Or could it be that John’s question is not one of doubt, but really a question of trust―expecting confirmation and verification for what he already knows? The fact that John sends a delegation to Jesus with his question and awaits an answer from him proves his faith in Jesus. I’m not so sure it need be an either/or answer. Could it not be all of these thoughts are running through John’s mind while he waited and waited in prison?

It seems like we wait and wait too. Come Lord Jesus we pray. We don’t like waiting, especially in today’s society. But today’s text doesn’t just leave us with the questions. Jesus gives his own response. Notice that Jesus doesn’t say: “Yes, go and reassure John that I’m the Messiah.” But Jesus says: “Go and tell John what you have seen and heard: the blind receive their sight, the lame walk, lepers are cleansed, and the deaf hear, the dead are raised up, the poor have good news preached to them.” This is the best assurance possible, for what Jesus says is the direct fulfilment of what God promised through Isaiah in today’s Old Testament reading. Jesus is the fulfilment of what has been promised from of old. He has been doing precisely these things since the beginning of his public ministry. He has preached in the synagogues. He has cast out demons. He has healed many from their sicknesses including a lame man and a blind man. The miracles point to his authority and power over all things, even to release people from their sin and the kingdom of darkness, and to be victorious over the power of death itself. It’s no wonder Jesus tells them, “Go and tell John what you have seen and heard.”

Perhaps at some point or other we can all relate to John the Baptist as he waited in prison. Just like John, everything we might expect or hope for from God is not always fulfilled in the way we’d like, or with the timing we’d like. Maybe it’s an illness that we or a loved one suffer, or the troubles of our family. Maybe it’s a time of difficulty we’re going through, or maybe it’s wondering about an uncertain future. We might feel trapped and isolated with burdens nobody else could understand. We might feel imprisoned by our frail bodies or our own sinful human natures.

Yet the season of Advent focuses our attention on God who did not abandon his creation but stepped into it in the person of Christ and was born in that stable at Bethlehem. However if Advent were just a reminder of what had happened in salvation history then it becomes emptied of so much hope and power. Neither is Advent only about hoping Christ will come again one day. In The freedom of a Christian, Luther says

“…it is not enough…to preach about Christ just by telling what he did and said, simply as a story or as historical facts. Just knowing these things doesn’t necessarily make any difference to how a person lives.

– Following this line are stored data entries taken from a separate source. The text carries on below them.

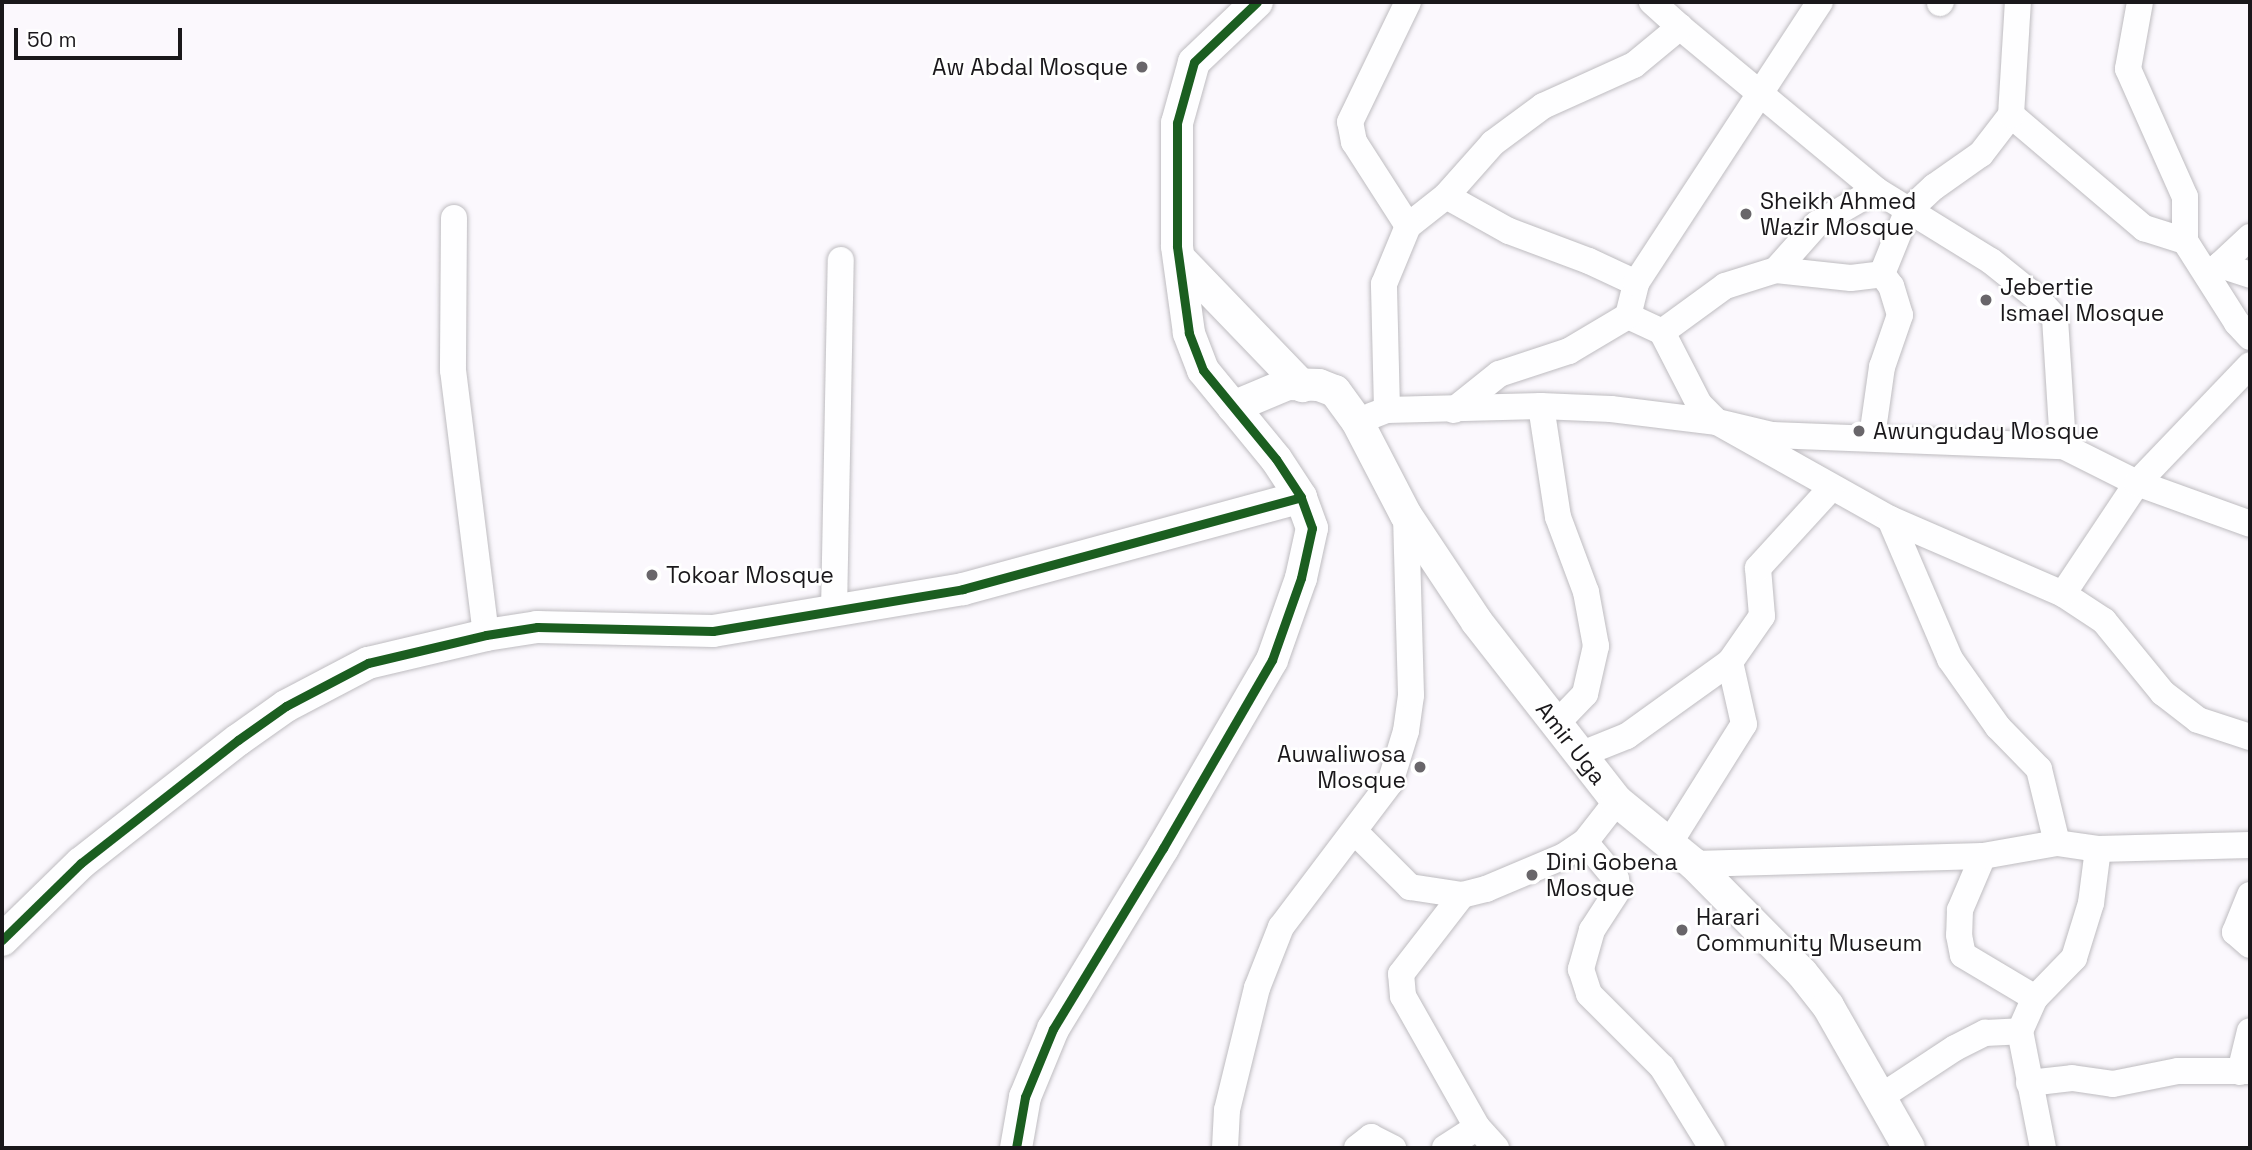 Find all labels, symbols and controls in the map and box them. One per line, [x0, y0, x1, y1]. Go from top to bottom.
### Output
scale bar [18, 14, 186, 58]
text: 50 m [27, 26, 77, 53]
place label: Aw Abdal Mosque [932, 53, 1128, 81]
marker: Aw Abdal Mosque [1134, 59, 1150, 75]
place label: Sheikh Ahmed Wazir Mosque [1760, 187, 1917, 241]
marker: Sheikh Ahmed Wazir Mosque [1738, 206, 1754, 222]
place label: Jebertie Ismael Mosque [2000, 273, 2164, 327]
marker: Jebertie Ismael Mosque [1978, 292, 1994, 308]
place label: Awunguday Mosque [1873, 417, 2099, 445]
marker: Awunguday Mosque [1851, 423, 1867, 439]
place label: Tokoar Mosque [666, 561, 834, 589]
marker: Tokoar Mosque [644, 567, 660, 583]
street label: Amir Uga [1530, 696, 1612, 790]
place label: Auwaliwosa Mosque [1277, 740, 1406, 794]
marker: Auwaliwosa Mosque [1412, 759, 1428, 775]
place label: Dini Gobena Mosque [1546, 848, 1678, 902]
marker: Dini Gobena Mosque [1524, 867, 1540, 883]
place label: Harari Community Museum [1696, 903, 1922, 957]
marker: Harari Community Museum [1674, 922, 1690, 938] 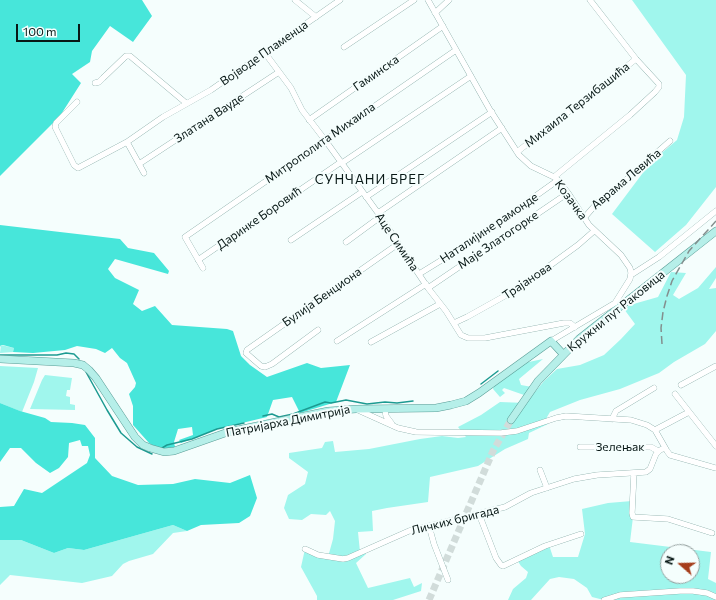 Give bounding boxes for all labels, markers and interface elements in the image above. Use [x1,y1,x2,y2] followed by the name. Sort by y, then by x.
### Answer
[18,16,82,42] scale bar
[217,17,311,89] street label: Војводе Пламенца
[23,24,57,38] text: 100 m
[350,52,402,94] street label: Гаминска
[522,59,632,151] street label: Михаила Терзибашића
[171,90,247,146] street label: Златана Вауде
[262,100,378,186] street label: Митрополита Михаила
[588,146,664,212] street label: Аврама Левића
[315,172,425,188] district label: СУНЧАНИ БРЕГ
[552,177,590,223] street label: Козачка
[214,183,304,253] street label: Даринке Боровић
[437,190,541,266] street label: Наталијине рамонде
[455,208,541,272] street label: Маје Златогорке
[372,210,422,274] street label: Аце Симића
[500,259,554,303] street label: Трајанова
[280,264,364,330] street label: Булија Бенциона
[564,267,668,355] street label: Кружни пут Раковица
[225,402,351,440] street label: Патријарха Димитрија
[595,440,645,454] street label: Зелењак
[410,502,500,538] street label: Личких бригада
[660,544,700,584] north arrow
[662,554,677,566] text: N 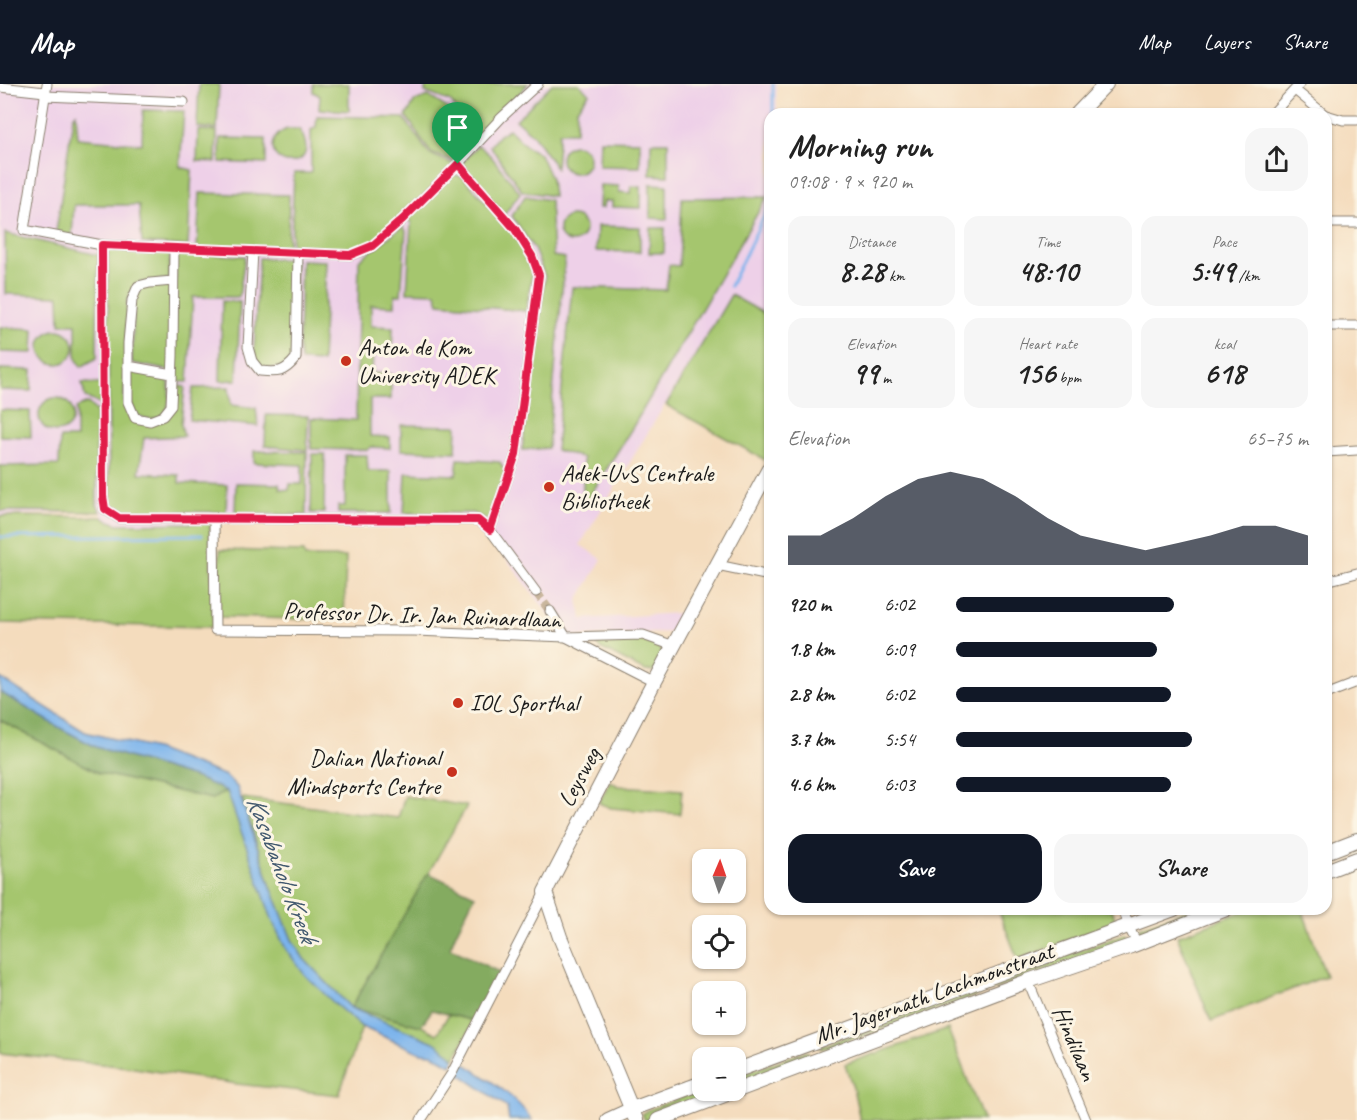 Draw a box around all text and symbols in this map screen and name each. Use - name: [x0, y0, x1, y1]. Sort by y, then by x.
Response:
- text: Map: [30, 25, 73, 60]
- text: Map: [1138, 29, 1171, 55]
- text: Layers: [1204, 29, 1250, 55]
- text: Share: [1283, 29, 1327, 55]
- pin: [432, 102, 483, 164]
- icon: arrive: [441, 111, 474, 144]
- text: Morning run: [788, 125, 932, 167]
- button: share: [1245, 128, 1308, 191]
- text: 09:08 · 9 × 920 m: [788, 169, 912, 194]
- text: Distance: [848, 232, 896, 252]
- text: Time: [1036, 232, 1060, 252]
- text: Pace: [1212, 232, 1237, 252]
- text: 8.28: [839, 252, 885, 290]
- text: 48:10: [1018, 252, 1078, 290]
- text: 5:49: [1189, 252, 1235, 290]
- text: km: [885, 266, 905, 286]
- text: /km: [1235, 266, 1260, 286]
- place label: Anton de Kom University ADEK: [358, 332, 498, 390]
- text: Elevation: [847, 334, 896, 354]
- text: Heart rate: [1019, 334, 1077, 354]
- text: kcal: [1214, 334, 1235, 354]
- marker: Anton de Kom University ADEK: [339, 354, 353, 368]
- text: 99: [852, 354, 878, 392]
- text: 156: [1015, 354, 1055, 392]
- text: 618: [1204, 354, 1245, 392]
- text: m: [878, 368, 891, 388]
- text: bpm: [1055, 368, 1081, 388]
- text: Elevation: [788, 426, 850, 451]
- text: 65–75 m: [1247, 426, 1308, 451]
- place label: Adek-UvS Centrale Bibliotheek: [561, 458, 715, 516]
- marker: Adek-UvS Centrale Bibliotheek: [542, 480, 556, 494]
- text: 920 m: [788, 592, 831, 617]
- text: 6:02: [884, 592, 915, 617]
- street label: Professor Dr. Ir. Jan Ruinardlaan: [283, 595, 562, 635]
- text: 1.8 km: [788, 637, 835, 662]
- text: 6:09: [884, 637, 915, 662]
- text: 2.8 km: [788, 682, 835, 707]
- text: 6:02: [884, 682, 915, 707]
- place label: IOL Sporthal: [470, 688, 582, 718]
- marker: IOL Sporthal: [451, 696, 465, 710]
- text: 3.7 km: [788, 727, 834, 752]
- text: 5:54: [884, 727, 915, 752]
- street label: Leysweg: [551, 741, 608, 812]
- place label: Dalian National Mindsports Centre: [287, 743, 444, 801]
- marker: Dalian National Mindsports Centre: [445, 765, 459, 779]
- text: 4.6 km: [788, 772, 835, 797]
- text: 6:03: [884, 772, 915, 797]
- water label: Kasabaholo Kreek: [239, 791, 327, 952]
- button: Save: [788, 834, 1042, 903]
- button: Share: [1054, 834, 1308, 903]
- north arrow: [692, 849, 746, 903]
- map controls: [692, 849, 746, 1101]
- button: locate: [692, 915, 746, 969]
- street label: Mr. Jagernath Lachmonstraat: [810, 935, 1060, 1050]
- button: +: [692, 981, 746, 1035]
- street label: Hindilaan: [1046, 1001, 1105, 1086]
- button: −: [692, 1047, 746, 1101] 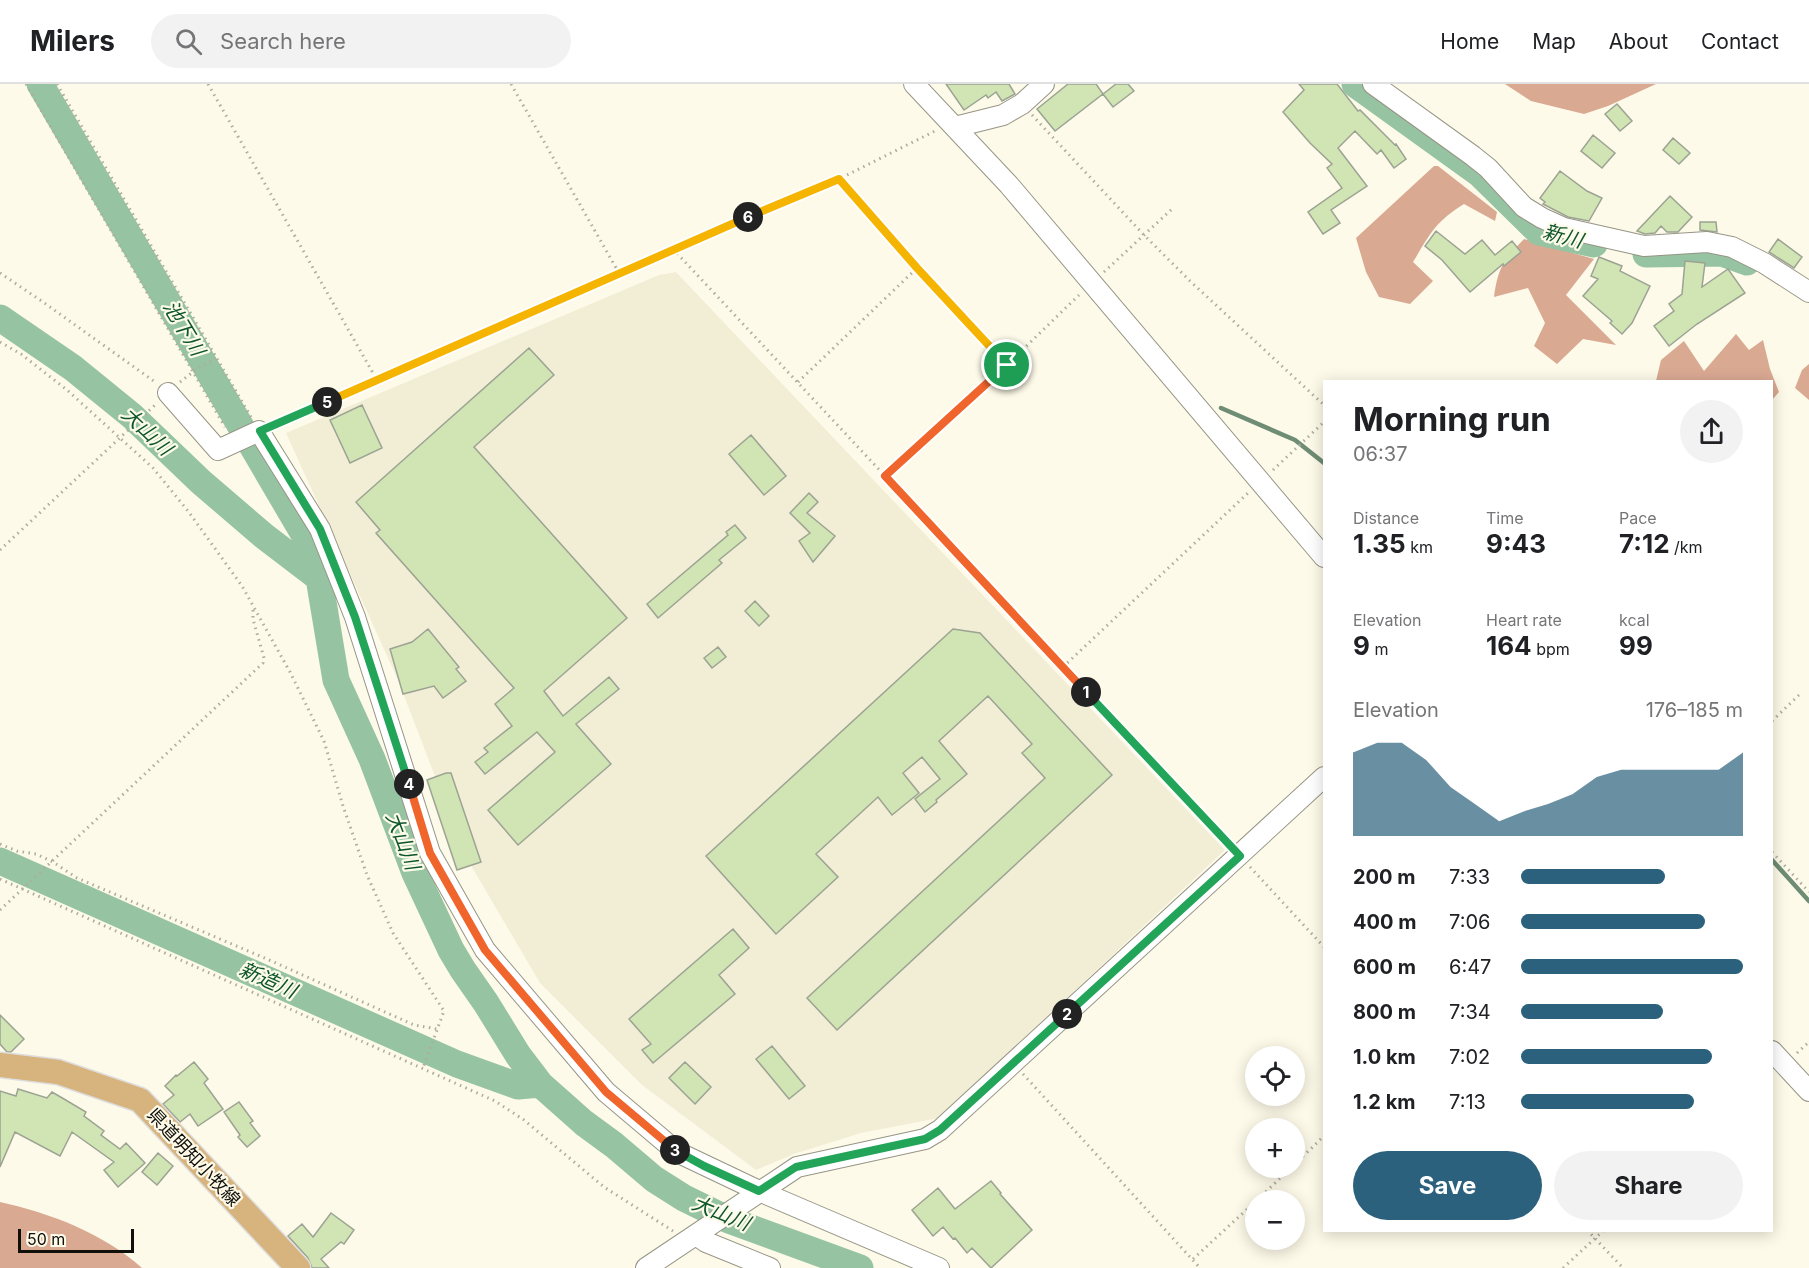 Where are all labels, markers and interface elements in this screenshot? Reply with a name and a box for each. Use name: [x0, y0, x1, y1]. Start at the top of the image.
search box: [151, 14, 571, 68]
text: Milers: [30, 24, 115, 58]
icon: search: [172, 25, 205, 58]
text: Search here: [220, 28, 346, 54]
text: Home: [1440, 29, 1499, 54]
text: Map: [1532, 29, 1576, 54]
text: About: [1609, 29, 1668, 54]
text: Contact: [1701, 29, 1779, 54]
pin: 6: [733, 202, 763, 232]
text: 6: [743, 207, 753, 227]
water label: 新川: [1541, 219, 1587, 253]
water label: 池下川: [158, 296, 211, 362]
pin: [981, 339, 1032, 390]
icon: arrive: [990, 348, 1023, 381]
pin: 5: [312, 387, 342, 417]
text: 5: [322, 392, 332, 412]
text: Morning run: [1353, 399, 1551, 439]
button: share: [1680, 400, 1743, 463]
water label: 大山川: [117, 402, 179, 462]
text: 06:37: [1353, 442, 1407, 466]
text: Distance: [1353, 508, 1419, 528]
text: Time: [1486, 508, 1524, 528]
text: Pace: [1619, 508, 1657, 528]
text: 1.35: [1353, 528, 1406, 559]
text: 9:43: [1486, 528, 1546, 559]
text: 7:12: [1619, 528, 1670, 559]
text: km: [1406, 537, 1433, 557]
text: /km: [1670, 537, 1703, 557]
text: Elevation: [1353, 610, 1422, 630]
text: Heart rate: [1486, 610, 1562, 630]
text: kcal: [1619, 610, 1650, 630]
text: 9: [1353, 630, 1370, 661]
text: 164: [1486, 630, 1532, 661]
text: 99: [1619, 630, 1653, 661]
text: m: [1370, 639, 1388, 659]
text: bpm: [1532, 639, 1570, 659]
pin: 1: [1071, 677, 1101, 707]
text: 1: [1083, 682, 1089, 702]
text: Elevation: [1353, 698, 1439, 722]
text: 176–185 m: [1646, 698, 1743, 722]
pin: 4: [394, 769, 424, 799]
text: 4: [404, 774, 414, 794]
water label: 大山川: [381, 809, 426, 875]
text: 200 m: [1353, 865, 1416, 889]
text: 7:33: [1449, 865, 1490, 889]
text: 400 m: [1353, 910, 1417, 934]
text: 7:06: [1449, 910, 1490, 934]
text: 600 m: [1353, 955, 1416, 979]
text: 6:47: [1449, 955, 1491, 979]
water label: 新造川: [236, 957, 302, 1004]
pin: 2: [1052, 999, 1082, 1029]
text: 800 m: [1353, 1000, 1416, 1024]
text: 7:34: [1449, 1000, 1491, 1024]
text: 2: [1062, 1004, 1072, 1024]
text: 1.0 km: [1353, 1045, 1416, 1069]
text: 7:02: [1449, 1045, 1490, 1069]
map controls: [1245, 1046, 1305, 1250]
button: locate: [1245, 1046, 1305, 1106]
text: 1.2 km: [1353, 1090, 1416, 1114]
text: 7:13: [1449, 1090, 1486, 1114]
street label: 県道明知小牧線: [143, 1104, 245, 1210]
button: +: [1245, 1118, 1305, 1178]
pin: 3: [660, 1135, 690, 1165]
text: 3: [670, 1140, 680, 1160]
button: Save: [1353, 1151, 1542, 1220]
button: Share: [1554, 1151, 1743, 1220]
button: −: [1245, 1190, 1305, 1250]
water label: 大山川: [689, 1191, 755, 1236]
scale bar: [18, 1226, 134, 1254]
text: 50 m: [27, 1229, 65, 1249]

Instead, Christ ought to be preached about in such a way that faith in him is kindled and kept burning, so that he is not only Christ, but Christ for you and me; so that what we are told he is and does takes effect in us. Such faith is produced and grows in us when we are told why Christ came, what he has brought and given us, and what good things we have when we have him.”

Together with our remembering and hoping, this is why the season of Advent is so special. Jesus came for us. He was born, truly human, for us. Born there in a stable surrounded by dirt and animals and their waste, Jesus came to us to know what it means to be a person and live in vulnerability and weakness and brokenness. He overcame temptation for us and lived perfectly for us. He came to rescue us and bring us true freedom by calling us into God’s Kingdom.

No one knows when he will come again but he tells us where he comes now with his re-creative power at work. He tells us where he comes in the midst the suffering of this world to bring the Good News to the blind, the lame, the sick, and the poor. Through the Holy Scriptures he continues to teach us, just like he taught his disciples in verse 1. He raised us from the dead and brought us his new life and resurrection power in baptism. He continues to bring freedom and release through the holy meal he serves his people which is not just bread and wine but his own flesh and blood. As he ministers to us through these ways, he calls us to wait―and to wait with him. As we do wait for his return we can rejoice that he will never leave us. As we wait with our Advent King and gather around him to be served by him, we proclaim to the world that he has trampled over death and lives today, and that he uses his authority to bless unworthy sinners with the abundant grace of God, so that there is hope and strength, joy and refuge in even the darkest places of human experience.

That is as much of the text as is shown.